Now that we are able to change our program variables conveniently from the command-line, we will initialize the GauXC runtime. For this we are defining a new function to handle different cases, like having access to a device (GPU) or running MPI parallel. GauXC provides preprocessor guards like GAUXC_HAS_DEVICE and GAUXC_HAS_MPI or convenience macros like GAUXC_MPI_CODE for defining conditional code paths. When creating the runtime environment, we will provide it with the MPI world communicator if available and if we have a device preallocate memory on the device.
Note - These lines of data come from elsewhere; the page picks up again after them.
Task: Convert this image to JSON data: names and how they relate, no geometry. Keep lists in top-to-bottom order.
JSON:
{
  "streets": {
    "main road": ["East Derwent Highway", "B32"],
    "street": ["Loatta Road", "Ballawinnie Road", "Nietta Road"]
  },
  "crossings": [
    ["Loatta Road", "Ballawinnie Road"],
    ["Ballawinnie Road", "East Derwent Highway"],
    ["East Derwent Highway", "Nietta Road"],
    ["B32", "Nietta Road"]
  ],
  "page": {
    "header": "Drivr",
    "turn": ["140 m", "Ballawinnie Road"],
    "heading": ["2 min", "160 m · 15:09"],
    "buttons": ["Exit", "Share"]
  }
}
app/main.cxx (get_runtime)#

GauXC::RuntimeEnvironment
get_runtime()
{
#ifdef GAUXC_HAS_DEVICE
  auto rt = GauXC::DeviceRuntimeEnvironment( GAUXC_MPI_CODE(MPI_COMM_WORLD,) 0.9 );
  // Calculate GauXC Device buffer size
  size_t available_mem, total_mem;
  cudaMemGetInfo(&available_mem, &total_mem);
  int device_id;
  cudaGetDevice(&device_id);
  size_t sz = 0.9 * available_mem;  
  void* p;
  cudaMallocAsync(&p, sz, 0);
  cudaStreamSynchronize(0);
  rt.set_buffer(p, sz);
#else
  auto rt = GauXC::RuntimeEnvironment(GAUXC_MPI_CODE(MPI_COMM_WORLD));
#endif
  return rt;
}

We return the runtime environment in the main program.

app/main.cxx (runtime setup)#

    // Create runtime
    auto rt = get_runtime();
    auto world_rank = rt.comm_rank();
    auto world_size = rt.comm_size();

The world_size and world_rank variables describe our MPI environment and contain dummy values if we do not use MPI.

Before we continue with setting up GauXC, we include an output of our program variables. Here we can use world_rank provided by the runtime environment to ensure only the root rank outputs the information.

app/main.cxx (inputs)#

    if (!world_rank) {
      std::cout << std::boolalpha;
      std::cout << "Configuration" << std::endl
                << "-> Input file        : " << input_file << std::endl
                << "-> Model             : " << model << std::endl
                << "-> Grid              : " << grid_spec << std::endl
                << "-> Radial quadrature : " << rad_quad_spec << std::endl
                << "-> Pruning scheme    : " << prune_spec << std::endl
                << std::endl;
    }

Molecule data#

For reading the molecule we will use GauXC’s built-in functionality to read from an HDF5 dataset.

Note

The GauXC::Molecule stores the information about the atomic numbers and their coordinates as an array of structs.

struct GauXC::Atom {
  int64_t Z; ///< Atomic number
  double x;  ///< X coordinate (bohr)
  double y;  ///< Y coordinate (bohr)
  double z;  ///< Z coordinate (bohr)
};
class GauXC::Molecule : public std::vector<GauXC::Atom> {
  ...
};

This allows to directly map the object’s representation to an HDF5 dataset.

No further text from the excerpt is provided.